# Big Beach Blank in the house!



## Sandcrab (Mar 20, 2002)

Tommy,

My blank arrived today in excellent condition! Now let the rod building begin! 

Sandcrab


----------



## Tommy (Jan 24, 2001)

SC,

I'm glad it arrived safe and sound. Thanks for your patience.

Enjoy!!

Tommy


----------



## Sandcrab (Mar 20, 2002)

*Ready for casting...*

Tommy,

Just finished up the blank (two more coats of epoxy left) and will be testing it out this weekend at AI with my Saltish 30H. Any pointers you could give me on casting and to help me max distance with my new rod?

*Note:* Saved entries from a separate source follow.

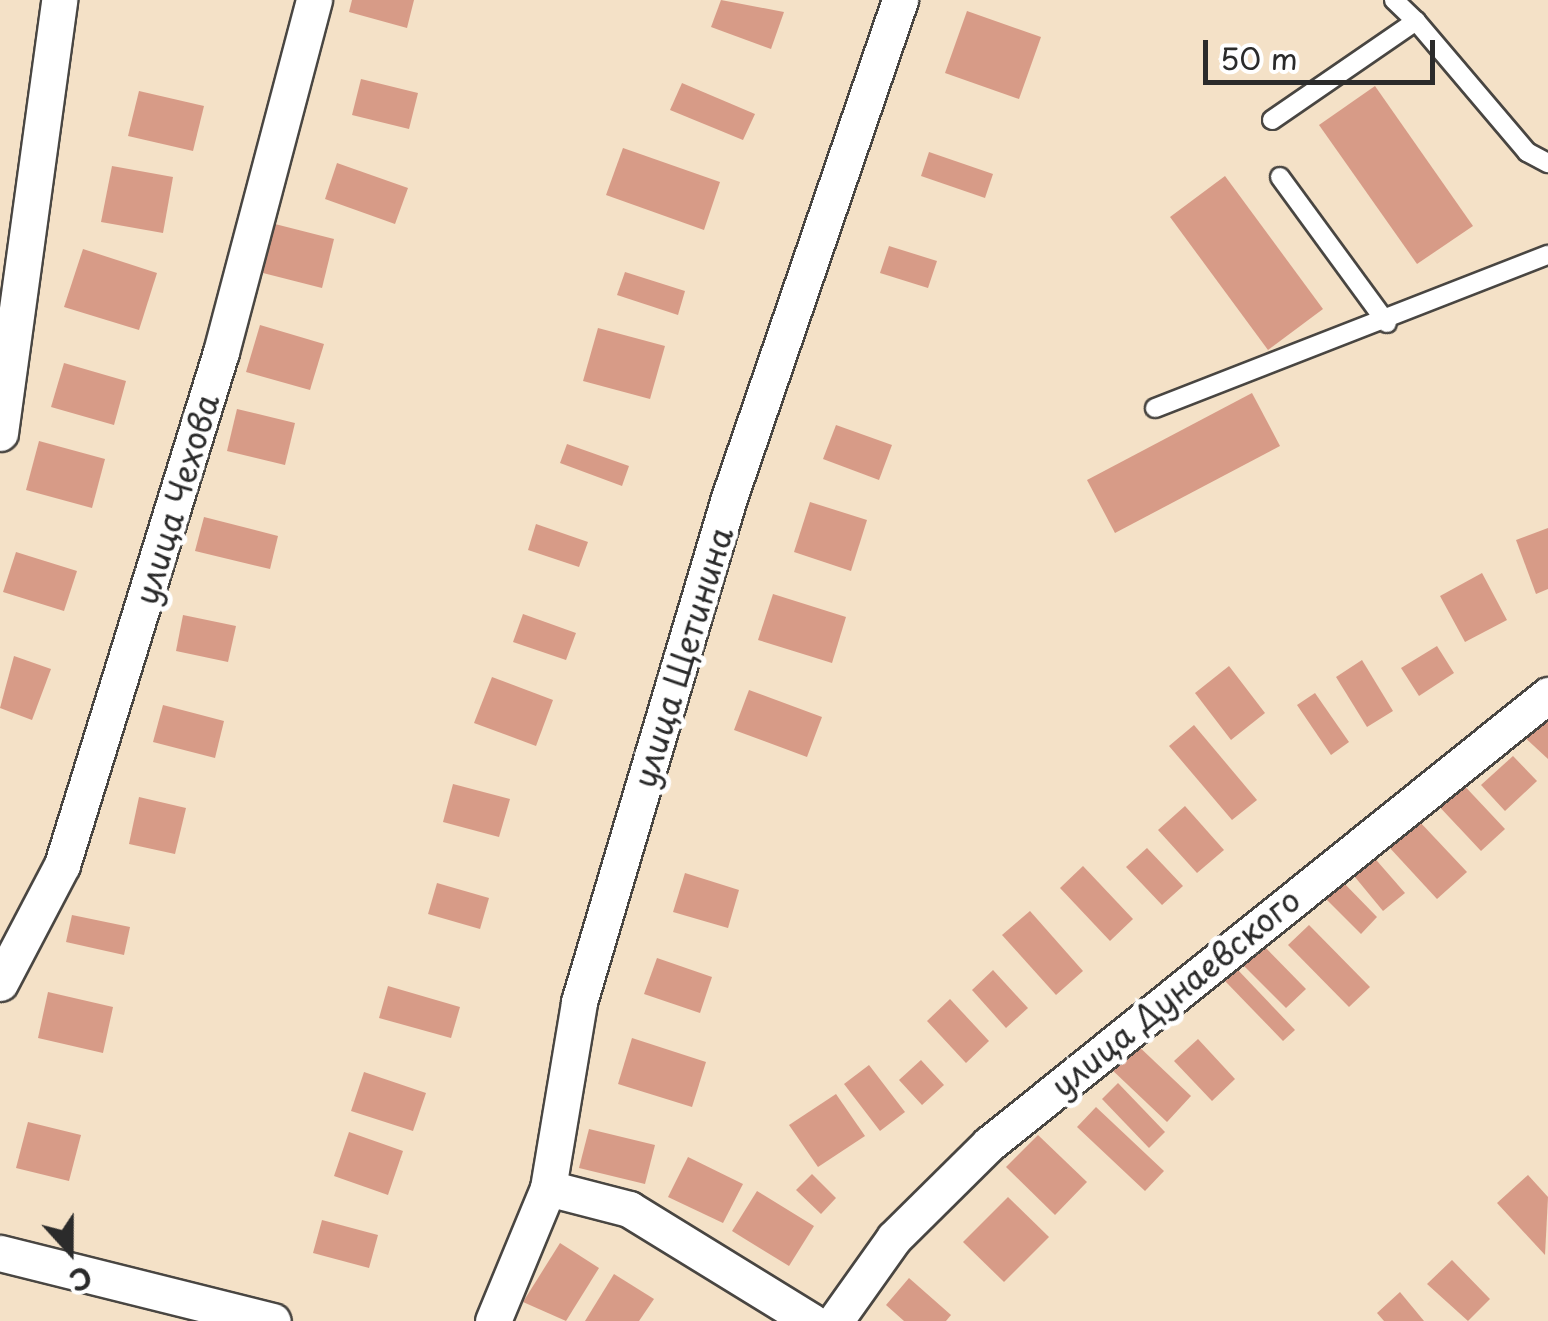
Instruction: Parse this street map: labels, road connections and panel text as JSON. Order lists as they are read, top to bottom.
{
  "streets": {
    "street": ["улица Чехова", "улица Щетинина", "улица Дунаевского"]
  },
  "scale_bar": "50 m",
  "north": "bottom"
}
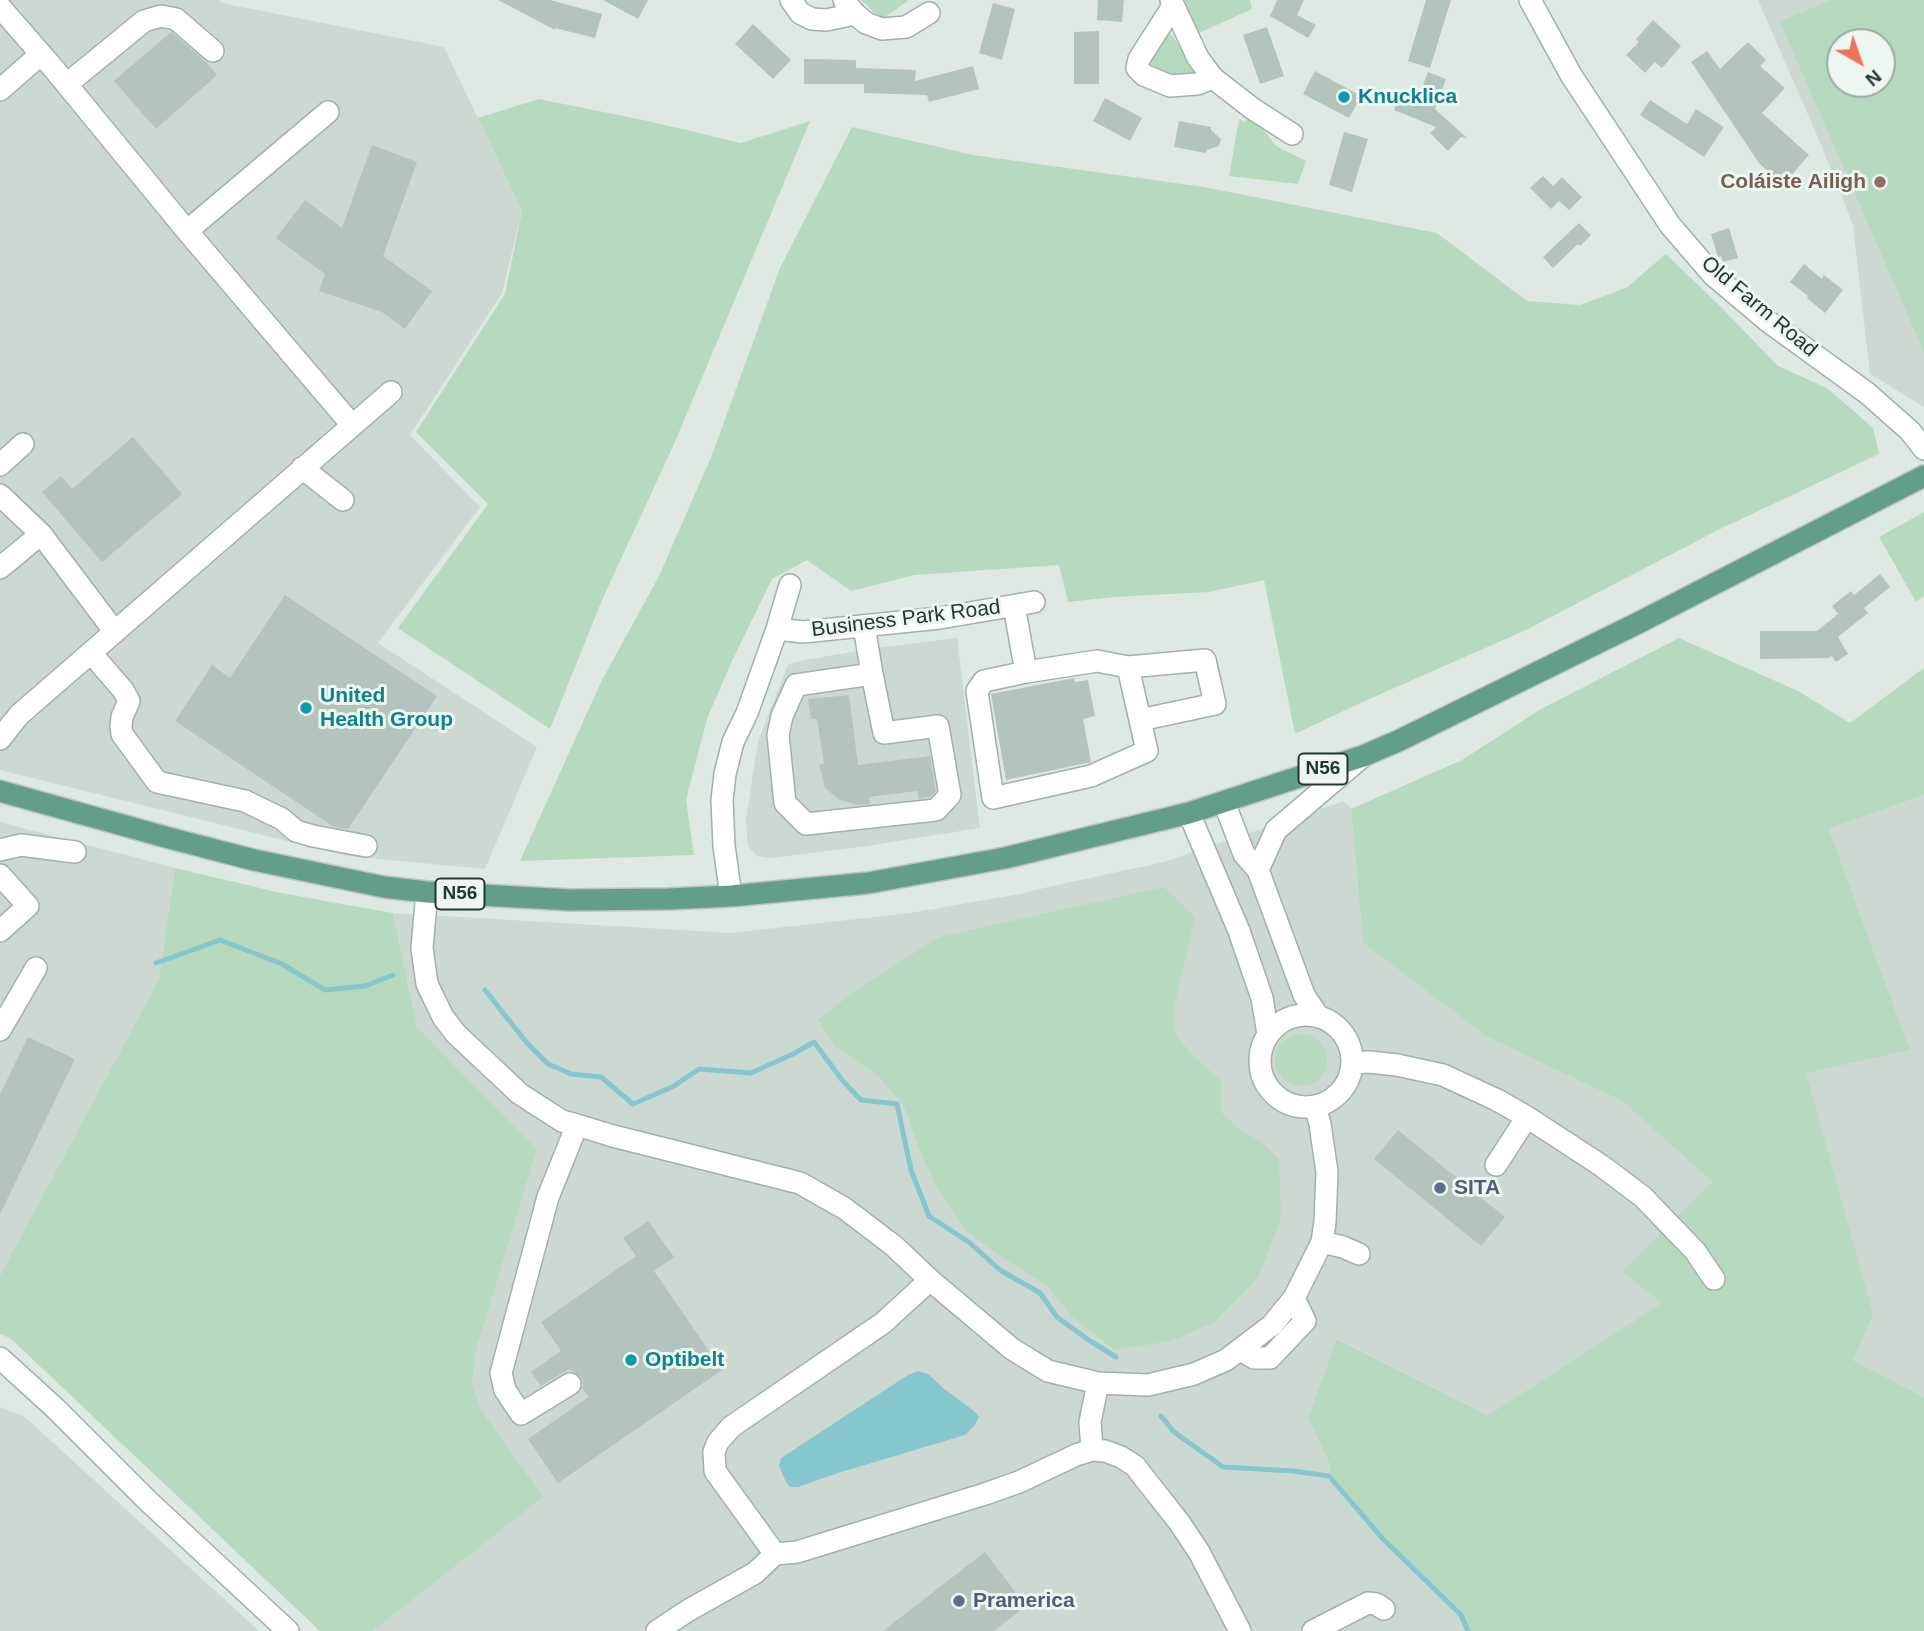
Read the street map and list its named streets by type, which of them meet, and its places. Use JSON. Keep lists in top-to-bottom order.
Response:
{
  "streets": {
    "main road": ["N56"],
    "street": ["Old Farm Road", "Business Park Road"]
  },
  "places": [
    "Knucklica",
    "Coláiste Ailigh",
    "United Health Group",
    "SITA",
    "Optibelt",
    "Pramerica"
  ],
  "north": "bottom right"
}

Thanks again for the blank...

Sandcrab


----------



## Tommy (Jan 24, 2001)

I think you will like it... 

The Big Beach is a 14' heaver that doesn't cast like a 14' heaver. Start slow, let the big stick bend and then hit it at the end. Don't try to kill it, just a smooth buildup of power and you will be pleasantly surprised with the performance.

When you're ready to hit it hard, give it all you've got. Just remember to start slow and hit it hard late.



Tommy


----------



## Sandcrab (Mar 20, 2002)

Slow and easy it is...

Thanks

Sandcrab


----------